Get human-readable reason for queue state.

Resolve reason string, preferring a non-empty server-supplied value.

Check if enough time has passed since last log.

Types

client_type()

@type client_type() :: :sampling | :training

queue_state()

@type queue_state() :: :active | :paused_rate_limit | :paused_capacity | :unknown

Functions

log_state_change(queue_state, client_type, identifier, server_reason \\ nil)

@spec log_state_change(queue_state(), client_type(), String.t(), String.t() | nil) ::
  :ok

Log a queue state change with appropriate human-readable reason.

Does not log for :active state. For non-active states, logs a warning with a human-readable message including the identifier and reason.
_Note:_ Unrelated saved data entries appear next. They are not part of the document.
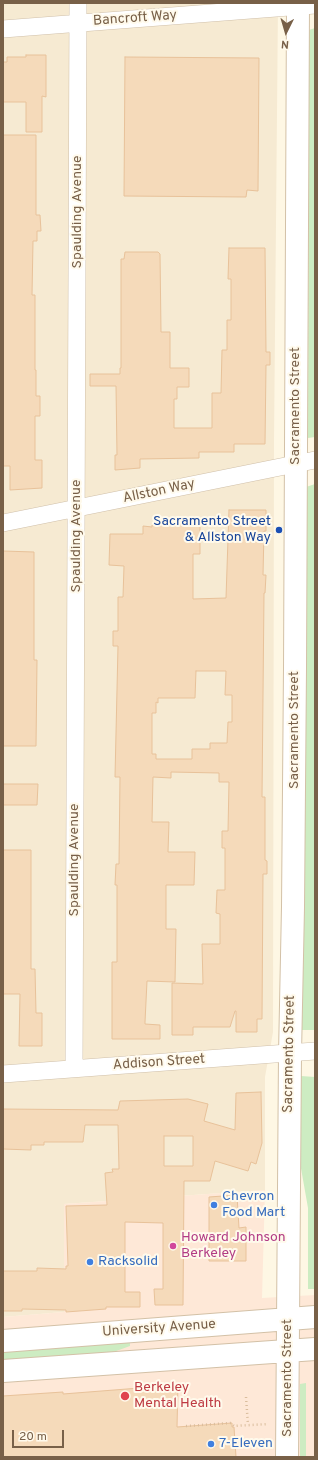 <!DOCTYPE html>
<html>
<head>
<meta charset="utf-8">
<style>
	body { margin:0 }
	#map { position:relative; width:318px; height:1460px; overflow:hidden; background:#fef7e4; font-family:Overpass,sans-serif }
	canvas { display:block }
	.frame { position:absolute; inset:0; border:4px solid #786048; pointer-events:none }
	.north { position:absolute; left:266px; top:12px; width:40px; height:40px; -webkit-text-stroke:3px #fffaec; paint-order:stroke; rotate:185deg; font-size:11px; font-weight:700; line-height:16px; text-align:center; color:#786048 }
	.north::after { content:''; display:block; margin:auto; width:14px; height:18px; background:#786048; clip-path:polygon(50% 0,100% 100%,50% 72%,0 100%) }
	.scale { position:absolute; left:12px; top:1430px; width:52px; height:18px; box-sizing:border-box; border:2px solid #786048; border-top:0; padding-left:5px; font-size:12px; line-height:14px; white-space:nowrap; color:#786048; -webkit-text-stroke:3px #fffaec; paint-order:stroke }
</style>
</head>
<body>
<div id="map">
<canvas width="318" height="1460"></canvas>
<div class="frame"></div>
<div class="north">N</div>
<div class="scale">20 m</div>
</div>
<script>
const g = document.querySelector('canvas').getContext('2d');
g.lineJoin = 'round';
function fillPath(path, color) { g.fillStyle = color; g.fill(path, 'evenodd'); }
const shape = rows => new Path2D(rows.map(r => 'M' + r).join(''));
function strokePath(path, color, width, dash) { g.strokeStyle = color; g.lineWidth = width; g.lineCap = dash ? 'butt' : 'round'; g.setLineDash(dash || []); g.stroke(path); }
function label(font, color, halo, rows, align = 'center') {
  g.font = font + ' Overpass,sans-serif'; g.lineWidth = 4; g.setLineDash([]); g.textBaseline = 'middle'; g.strokeStyle = halo; g.fillStyle = color; for (const [text, x, y, turn = 0] of rows) {
    g.save(); g.translate(x, y); g.rotate((+turn || 0) * Math.PI / 180); g.textAlign = isNaN(turn) ? turn : align; if (halo) g.strokeText(text, 0, 0); g.fillText(text, 0, 0); g.restore();
  }
}
fillPath(shape([
	[3,3,278,3,274,442,273,1032,265,1077,265,1190,64,1204,64,1312,3,1317]
]), '#f6ead2');
fillPath(shape([
	[265,1190,262,1298,315,1295,315,1457,3,1457,3,1317,64,1312,64,1204]
]), '#fee8d7');
fillPath(shape([
	[315,28,315,437,308,438,309,30],
	[315,484,315,1030,300,1030,306,487],
	[301,1076,315,1077,315,1289,308,1289,308,1208,299,1157],
	[130,1342,130,1346,108,1354,3,1363,3,1352],
	[306,1383,306,1457,300,1457,300,1384]
]), '#cdecc2');
const building = shape([
	[26,55,46,55,46,97,42,96,42,132,26,132,26,102,3,102,3,62,7,62,7,57,26,57,26,55],
	[125,57,259,58,258,191,247,190,246,197,124,196,125,57],
	[3,135,36,135,36,215,40,215,41,231,37,231,37,241,33,241,32,295,35,295,35,370,36,370,36,396,40,396,40,416,35,416,35,460,42,460,42,488,10,490,10,466,3,466,3,135],
	[229,248,265,248,266,352,270,352,270,365,266,365,265,444,234,444,234,452,199,452,199,458,140,459,140,468,115,470,115,455,117,455,116,386,90,386,90,374,120,374,120,368,121,368,121,259,124,259,125,252,158,252,160,254,161,332,170,332,170,368,189,368,189,387,177,387,177,399,174,399,174,428,212,428,212,393,221,393,222,350,227,350,227,320,231,320,231,279,228,279,229,248],
	[229,510,266,510,266,531,264,531,263,575,266,575,265,593,264,593,262,797,265,797,265,860,267,861,267,874,263,874,262,1019,257,1019,257,1032,236,1032,236,1011,235,1011,230,1027,193,1027,193,1035,172,1035,172,983,203,984,202,944,220,944,220,914,216,913,217,890,225,890,225,848,222,848,222,831,228,831,229,782,219,782,219,773,171,772,171,778,153,777,152,822,169,822,168,852,195,852,194,885,166,885,166,929,176,929,175,982,147,981,145,1022,145,1024,160,1025,160,1039,112,1039,112,962,117,962,117,885,115,885,116,864,119,864,120,777,115,777,118,646,113,646,113,631,118,631,118,597,123,597,124,566,109,565,110,534,143,534,143,526,152,527,152,525,180,525,180,522,200,522,200,554,193,554,193,599,226,598,229,510],
	[196,671,226,671,225,695,232,695,232,722,228,722,227,743,210,743,210,749,192,749,192,759,156,759,156,754,152,754,152,713,156,713,156,702,158,703,158,698,195,698,196,671],
	[3,551,34,552,34,660,37,660,36,746,3,746,3,551],
	[3,784,38,784,37,805,3,805,3,784],
	[3,850,31,850,31,969,35,969,36,1013,42,1013,42,1046,19,1046,20,994,3,994,3,850],
	[261,1092,262,1143,256,1164,251,1162,248,1171,215,1161,210,1181,184,1181,183,1305,155,1305,154,1289,163,1289,163,1223,125,1222,125,1292,140,1292,140,1307,106,1307,106,1309,66,1312,66,1310,22,1309,22,1311,3,1311,3,1271,37,1271,37,1268,66,1269,66,1266,68,1266,66,1206,107,1205,105,1173,113,1172,112,1169,119,1169,118,1125,85,1125,83,1142,44,1142,44,1145,31,1145,31,1150,3,1149,3,1109,118,1110,120,1101,188,1099,208,1104,204,1121,235,1130,236,1093,261,1092],
	[164,1136,193,1136,193,1166,164,1166,164,1136],
	[237,1195,239,1228,246,1227,246,1261,209,1261,209,1197,237,1195],
	[178,1385,177,1427,232,1423,232,1427,234,1427,236,1457,3,1457,3,1396,63,1392,63,1394,178,1385]
]);
fillPath(building, '#f5daba');
strokePath(building, '#e8c29a', 1);
const street = shape([
	[3,29,315,5],
	[3,523,315,460],
	[74,1068,78,3],
	[3,1074,315,1051]
]);
const secondary = shape([
	[3,1341,315,1317],
	[3,1371,315,1349],
	[287,1457,290,1054,293,907,295,668,298,3]
]);
strokePath(street, '#d0c0aa', 18);
strokePath(secondary, '#d3c1a7', 24);
strokePath(shape([
	[246,1397,248,1425],
	[186,1426,231,1423,234,1426,268,1424]
]), '#dabd9d', 2.5, [1, 3]);
strokePath(street, '#fff', 17);
strokePath(secondary, '#fff', 22);
for (const [x, y, r, color] of [
	[279,530,4,"#1a4fb4"],
	[214,1205,4,"#3f7fe0"],
	[173,1246,4,"#d1479c"],
	[90,1262,4,"#3f7fe0"],
	[125,1396,5,"#e0444e"],
	[211,1444,4,"#3f7fe0"]
]) { const dot = new Path2D(); dot.arc(x, y, r, 0, 2 * Math.PI); g.fillStyle = color; g.fill(dot); strokePath(dot, '#fffaec', 1.5); }
label('14px', '#786048', '#fffaec', [
	["Bancroft Way",135,19,-4],
	["Spaulding Avenue",78,212,-90],
	["Sacramento Street",296,406,-90],
	["Allston Way",159,492,-12],
	["Spaulding Avenue",77,536,-90],
	["Sacramento Street",295,730,-90],
	["Spaulding Avenue",75,860,-90],
	["Sacramento Street",290,1054,-89],
	["Addison Street",159,1063,-4],
	["University Avenue",159,1329,-4],
	["Sacramento Street",288,1378,-90]
]);
label('14px', '#164399', '#fffaec', [
	["Sacramento Street",271,522],
	["& Allston Way",271,538]
], 'right');
label('14px', '#366cbe', '#fffaec', [
	["Chevron",222,1197],
	["Food Mart",222,1213],
	["Racksolid",98,1262],
	["7-Eleven",219,1444]
], 'left');
label('14px', '#b23c85', '#fffaec', [
	["Howard Johnson",181,1238],
	["Berkeley",181,1254]
], 'left');
label('14px', '#be3a42', '#fffaec', [
	["Berkeley",134,1388],
	["Mental Health",134,1404]
], 'left');
</script>
</body>
</html> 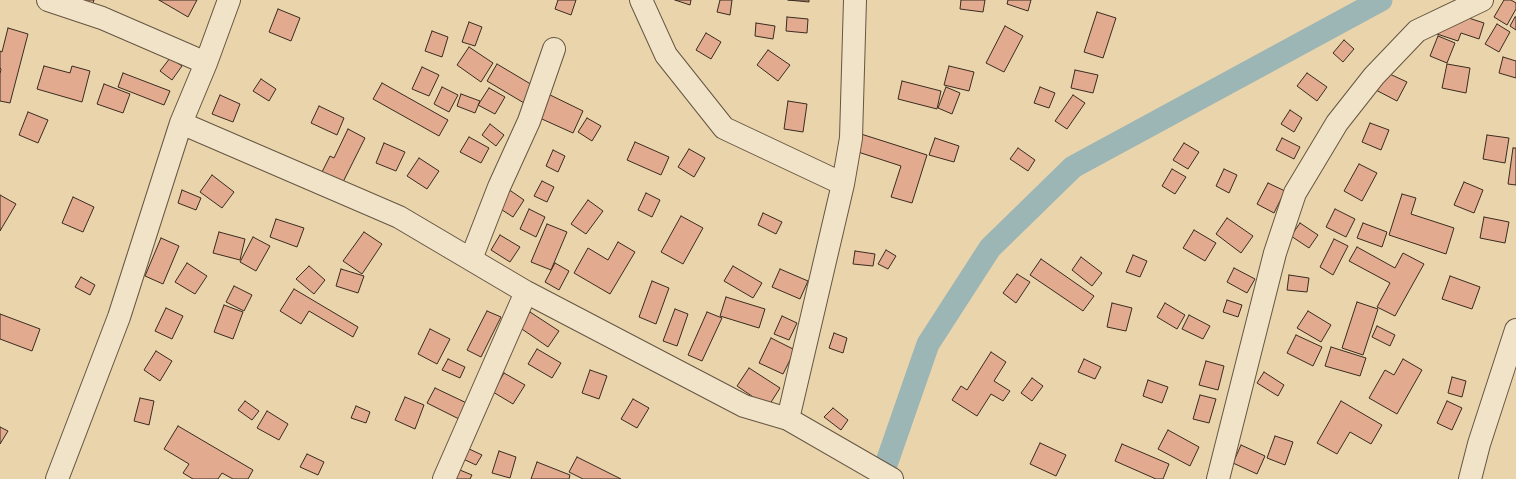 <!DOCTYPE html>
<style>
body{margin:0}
canvas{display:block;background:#e9d4ab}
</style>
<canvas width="1516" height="479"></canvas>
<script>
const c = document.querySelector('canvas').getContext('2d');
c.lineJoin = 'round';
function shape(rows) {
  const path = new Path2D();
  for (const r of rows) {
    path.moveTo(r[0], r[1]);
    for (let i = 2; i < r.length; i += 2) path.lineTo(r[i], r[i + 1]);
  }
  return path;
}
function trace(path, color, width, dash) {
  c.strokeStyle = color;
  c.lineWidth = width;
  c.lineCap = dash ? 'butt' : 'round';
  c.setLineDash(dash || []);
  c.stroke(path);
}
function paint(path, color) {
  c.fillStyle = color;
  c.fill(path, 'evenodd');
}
trace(shape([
 [881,479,928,344,990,248,1073,167,1381,0]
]), '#9cb5b5', 23);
const building = shape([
 [72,0,94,0,91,8,72,0],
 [159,0,197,0,188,17,159,0],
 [558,0,576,0,571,15,555,9,558,0],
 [675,0,691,0,690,5,675,0],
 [720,0,732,0,730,15,717,12,720,0],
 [788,0,809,0,809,2,788,0],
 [961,0,985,0,983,12,960,9,961,0],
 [1008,0,1031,0,1028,11,1007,4,1008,0],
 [1504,0,1511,0,1516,3,1516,9,1507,25,1494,17,1504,0],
 [278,9,300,18,291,41,269,32,278,9],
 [1444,10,1484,23,1479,39,1461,33,1458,41,1437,34,1444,10],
 [1097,12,1116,18,1103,58,1084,52,1097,12],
 [787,17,808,19,807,33,786,31,787,17],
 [1515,17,1516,17,1516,30,1510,26,1515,17],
 [469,22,482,27,475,46,462,42,469,22],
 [756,23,775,26,773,39,755,36,756,23],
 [1497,24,1510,32,1499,52,1485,44,1497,24],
 [1005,26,1023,36,1004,72,986,63,1005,26],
 [8,28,28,34,10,103,0,101,0,74,1,69,0,68,0,51,2,52,8,28],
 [432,31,448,37,442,57,425,51,432,31],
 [706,33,721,42,711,59,696,50,706,33],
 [1438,36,1455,43,1447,63,1430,56,1438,36],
 [1344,40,1354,49,1343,62,1333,53,1344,40],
 [469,47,493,63,481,82,457,65,469,47],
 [768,50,790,65,778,81,757,65,768,50],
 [1503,57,1516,61,1516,78,1499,73,1503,57],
 [170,58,182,66,172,80,160,71,170,58],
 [497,64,534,86,524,103,487,81,497,64],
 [1447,64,1470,68,1466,93,1442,88,1447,64],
 [44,66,70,73,72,66,90,71,82,102,37,89,44,66],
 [949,66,974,72,969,91,944,85,949,66],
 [422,67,439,75,429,96,412,89,422,67],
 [1075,70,1098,75,1093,93,1071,88,1075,70],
 [1381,70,1407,82,1397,101,1372,88,1381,70],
 [123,73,170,91,164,105,118,87,123,73],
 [1307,73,1327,87,1317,101,1297,86,1307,73],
 [261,79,276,89,269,101,253,91,261,79],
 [902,81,941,91,937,109,898,99,902,81],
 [382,83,448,120,439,136,373,99,382,83],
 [104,84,130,94,123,113,97,104,104,84],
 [442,87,458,95,449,112,434,104,442,87],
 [946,87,960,93,952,114,938,108,946,87],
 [1040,87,1055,93,1049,108,1034,103,1040,87],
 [489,88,505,97,495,114,478,105,489,88],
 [544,92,583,111,573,133,533,115,544,92],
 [461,94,480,101,475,113,457,106,461,94],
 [220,95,240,104,233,122,212,114,220,95],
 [1073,95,1085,103,1067,129,1055,121,1073,95],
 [788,101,807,104,803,132,784,129,788,101],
 [319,106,344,118,337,135,311,123,319,106],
 [1290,110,1302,118,1294,132,1281,124,1290,110],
 [28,112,48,120,38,143,19,135,28,112],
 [587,118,601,126,592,141,578,132,587,118],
 [1370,123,1389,130,1381,150,1362,142,1370,123],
 [490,124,504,135,496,146,482,135,490,124],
 [348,129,365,138,343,182,322,172,330,156,334,158,348,129],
 [861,134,927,155,912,203,891,197,901,166,855,151,861,134],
 [1487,135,1509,138,1505,163,1483,159,1487,135],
 [469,137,489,148,481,163,460,152,469,137],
 [935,138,959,146,954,162,929,155,935,138],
 [1282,138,1300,147,1294,159,1276,150,1282,138],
 [635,142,669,157,661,175,627,160,635,142],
 [384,143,405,152,396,171,376,163,384,143],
 [1184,143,1199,152,1188,169,1173,160,1184,143],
 [1018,148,1035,160,1028,171,1010,159,1018,148],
 [1513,148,1516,148,1516,185,1508,184,1513,148],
 [689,149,705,158,694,177,678,167,689,149],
 [553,150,565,156,558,172,546,166,553,150],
 [419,158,439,171,427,189,407,176,419,158],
 [1359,164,1377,173,1362,201,1344,191,1359,164],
 [1172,169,1186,177,1175,194,1162,186,1172,169],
 [1224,169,1237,175,1229,193,1216,186,1224,169],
 [212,175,234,192,222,208,200,192,212,175],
 [542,181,554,187,547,202,534,196,542,181],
 [1464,182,1483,190,1474,213,1454,205,1464,182],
 [1268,183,1285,191,1274,213,1257,204,1268,183],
 [508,189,524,200,513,217,496,206,508,189],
 [182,190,201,198,196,210,178,203,182,190],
 [646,193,660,200,652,217,638,210,646,193],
 [1402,194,1416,198,1411,214,1454,228,1446,254,1389,235,1402,194],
 [0,195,16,204,0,231,0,195],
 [73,197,94,207,83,232,62,223,73,197],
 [588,200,603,211,586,234,571,224,588,200],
 [529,209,545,217,536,237,520,229,529,209],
 [1335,209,1355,219,1346,237,1326,227,1335,209],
 [763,213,782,222,776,234,758,225,763,213],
 [681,216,703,228,683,264,661,252,681,216],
 [1484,217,1509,222,1505,243,1480,238,1484,217],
 [1227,218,1253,236,1241,253,1216,234,1227,218],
 [276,219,304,228,297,247,270,237,276,219],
 [1300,223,1318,235,1309,248,1291,236,1300,223],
 [1363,223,1387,232,1382,247,1357,238,1363,223],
 [547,224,567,232,551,270,531,262,547,224],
 [1194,230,1216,243,1205,261,1183,248,1194,230],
 [219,232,245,239,240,260,213,253,219,232],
 [364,232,382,244,362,274,343,261,364,232],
 [500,235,520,247,510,262,491,250,500,235],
 [253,237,270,246,256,271,240,262,253,237],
 [161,238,179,246,163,284,145,276,161,238],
 [1334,239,1348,246,1333,275,1320,267,1334,239],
 [618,242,635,252,610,294,574,273,588,248,608,260,618,242],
 [1357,247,1395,268,1403,253,1424,264,1395,316,1377,307,1390,283,1349,261,1357,247],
 [886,250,896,256,888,269,878,264,886,250],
 [855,251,875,254,873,266,853,264,855,251],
 [1133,255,1147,261,1140,277,1126,272,1133,255],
 [1081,257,1102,273,1092,286,1072,270,1081,257],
 [1041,259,1094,296,1083,311,1030,275,1041,259],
 [187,263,207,276,195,294,175,282,187,263],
 [555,263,569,271,559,290,545,282,555,263],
 [309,266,325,280,314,294,296,279,309,266],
 [733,266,762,283,753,298,724,281,733,266],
 [1234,268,1255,279,1247,293,1227,282,1234,268],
 [341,269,364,276,358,293,336,286,341,269],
 [780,269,808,281,800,299,772,287,780,269],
 [1017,274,1030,282,1016,303,1003,293,1017,274],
 [1289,275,1309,278,1307,292,1287,290,1289,275],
 [1450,276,1480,287,1472,309,1442,299,1450,276],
 [81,277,95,285,90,295,75,287,81,277],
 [652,281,669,288,656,324,639,317,652,281],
 [234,286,252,295,244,311,226,302,234,286],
 [294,289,358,327,353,337,309,311,301,324,280,311,294,289],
 [726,297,765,309,759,328,720,316,726,297],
 [1227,300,1242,305,1238,317,1223,312,1227,300],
 [1357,302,1378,309,1363,355,1342,348,1357,302],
 [1112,303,1132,308,1126,331,1107,327,1112,303],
 [1165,303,1185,315,1177,329,1157,317,1165,303],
 [224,305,243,312,233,339,214,332,224,305],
 [166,308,183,316,172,339,155,331,166,308],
 [675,309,688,314,677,346,663,341,675,309],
 [487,311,501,317,481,357,467,350,487,311],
 [1308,311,1331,325,1321,342,1297,328,1308,311],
 [530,312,559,331,548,347,519,327,530,312],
 [707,312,722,318,702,361,688,355,707,312],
 [0,314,40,329,32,351,0,339,0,314],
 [1189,315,1210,326,1203,339,1182,329,1189,315],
 [782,316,797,323,789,340,774,334,782,316],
 [1377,326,1395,335,1390,346,1372,337,1377,326],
 [430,329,450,339,437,364,418,354,430,329],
 [834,333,847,338,843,353,829,348,834,333],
 [1296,335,1322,347,1313,366,1287,353,1296,335],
 [771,338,795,350,783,374,759,363,771,338],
 [1331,347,1366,358,1360,376,1325,366,1331,347],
 [537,349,561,363,552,378,528,364,537,349],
 [156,351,172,361,160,381,144,370,156,351],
 [991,352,1006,362,994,381,1010,391,1003,401,991,394,977,416,952,400,961,386,967,390,991,352],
 [448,359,465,367,460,378,442,370,448,359],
 [1084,359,1101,367,1095,379,1078,372,1084,359],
 [1403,359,1422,370,1397,414,1369,398,1385,370,1394,375,1403,359],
 [1206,361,1224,366,1218,390,1199,385,1206,361],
 [749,368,780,388,768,407,737,386,749,368],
 [590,370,607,376,599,399,582,393,590,370],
 [1264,372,1284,385,1278,396,1257,383,1264,372],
 [504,373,525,385,513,404,493,392,504,373],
 [1452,377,1466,381,1462,397,1448,393,1452,377],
 [1032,378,1043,386,1032,401,1021,393,1032,378],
 [1148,380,1168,387,1162,403,1143,396,1148,380],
 [435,388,473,406,465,422,427,403,435,388],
 [1200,395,1216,399,1209,423,1193,419,1200,395],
 [405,397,424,405,415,429,395,420,405,397],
 [140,398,154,401,149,425,134,421,140,398],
 [633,399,649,408,637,428,621,419,633,399],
 [245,401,259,411,252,420,238,410,245,401],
 [1341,401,1382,425,1371,444,1350,432,1337,454,1317,443,1341,401],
 [1447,401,1462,408,1452,430,1437,423,1447,401],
 [356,406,370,412,366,423,351,418,356,406],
 [833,408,848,420,841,430,824,417,833,408],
 [267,411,288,424,279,440,257,428,267,411],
 [178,426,253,470,248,479,233,479,222,473,218,479,193,479,183,473,189,464,164,449,178,426],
 [0,427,8,431,0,444,0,427],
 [1168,430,1199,447,1190,466,1158,449,1168,430],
 [1275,436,1293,442,1285,465,1267,458,1275,436],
 [1040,443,1066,455,1056,476,1030,464,1040,443],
 [1122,444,1169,464,1163,479,1156,479,1115,461,1122,444],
 [1241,445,1265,456,1257,474,1233,463,1241,445],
 [467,448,482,455,476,465,461,458,467,448],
 [499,451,516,457,510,478,492,473,499,451],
 [307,454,324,462,318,475,300,467,307,454],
 [577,457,621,479,583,479,569,472,577,457],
 [537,462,570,475,569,479,531,479,537,462],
 [455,468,472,475,470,479,450,479,455,468]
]);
paint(building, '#e2aa8e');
trace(building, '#3a2c1f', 1);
const minor = shape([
 [48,0,102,18,206,63],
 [641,0,666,55,724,128,843,184],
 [181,123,399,217,526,292,744,406,788,419,892,479],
 [471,259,499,187,529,121,554,49],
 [788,419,843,184,851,138,855,0],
 [57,479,119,317,181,123,206,63,229,0],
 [444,479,526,292],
 [1218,479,1275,253,1295,193,1337,123,1374,76,1417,31,1482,0],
 [1470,479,1479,444,1516,330]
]);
trace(minor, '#665642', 24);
trace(minor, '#f1e3c8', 22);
</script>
When provided, server_reason takes precedence over client defaults.

Parameters

  • queue_state - One of :active, :paused_rate_limit, :paused_capacity, :unknown
  • client_type - Either :sampling or :training
  • identifier - Session ID for sampling, model ID for training
  • server_reason - Optional server-supplied reason string

Examples

iex> Tinkex.QueueStateLogger.log_state_change(:paused_rate_limit, :sampling, "session-123")
:ok
# Logs: [warning] Sampling is paused for session-123. Reason: concurrent sampler weights limit hit

maybe_log(queue_state, client_type, identifier, last_logged_at, server_reason \\ nil)

@spec maybe_log(
  queue_state(),
  client_type(),
  String.t(),
  integer() | nil,
  String.t() | nil
) ::
  integer() | nil

Combined debouncing and logging in a single call.

Checks if enough time has passed since last_logged_at, and if so, logs the queue state change and returns the new timestamp. Otherwise, returns the original timestamp unchanged.

Does not log for :active state regardless of timestamp.

Parameters

  • queue_state - The current queue state
  • client_type - Either :sampling or :training
  • identifier - Session ID or model ID
  • last_logged_at - Timestamp of last log, or nil
  • server_reason - Optional server-supplied reason to log

Returns

The timestamp to store for next comparison:

  • If logged: new current timestamp
  • If not logged: same last_logged_at value

Examples

iex> old_time = System.monotonic_time(:millisecond) - 61_000
iex> new_time = Tinkex.QueueStateLogger.maybe_log(:paused_rate_limit, :sampling, "sess-1", old_time)
iex> new_time > old_time
true
# Also logs the warning

iex> recent = System.monotonic_time(:millisecond) - 30_000
iex> same = Tinkex.QueueStateLogger.maybe_log(:paused_rate_limit, :sampling, "sess-1", recent)
iex> same == recent
true
# No log output

reason_for_state(arg1, arg2)

@spec reason_for_state(queue_state(), client_type()) :: String.t()

Get human-readable reason for queue state.

Returns different messages for sampling vs training rate limits to match Python SDK behavior.

Examples

iex> Tinkex.QueueStateLogger.reason_for_state(:paused_rate_limit, :sampling)
"concurrent sampler weights limit hit"

iex> Tinkex.QueueStateLogger.reason_for_state(:paused_rate_limit, :training)
"concurrent training clients rate limit hit"

iex> Tinkex.QueueStateLogger.reason_for_state(:paused_capacity, :sampling)
"Tinker backend is running short on capacity, please wait"

resolve_reason(queue_state, client_type, reason)

@spec resolve_reason(queue_state(), client_type(), String.t() | nil) :: String.t()

Resolve reason string, preferring a non-empty server-supplied value.

should_log?(last_logged, interval \\ 60000)

@spec should_log?(integer() | nil, integer()) :: boolean()

Check if enough time has passed since last log.

Returns true if logging should occur, false if still within debounce interval.

Parameters

  • last_logged - Timestamp (monotonic milliseconds) of last log, or nil if never logged
  • interval - Minimum milliseconds between logs (default: 60,000)

Examples

iex> Tinkex.QueueStateLogger.should_log?(nil)
true

iex> old_time = System.monotonic_time(:millisecond) - 61_000
iex> Tinkex.QueueStateLogger.should_log?(old_time)
true

iex> recent_time = System.monotonic_time(:millisecond) - 30_000
iex> Tinkex.QueueStateLogger.should_log?(recent_time)
false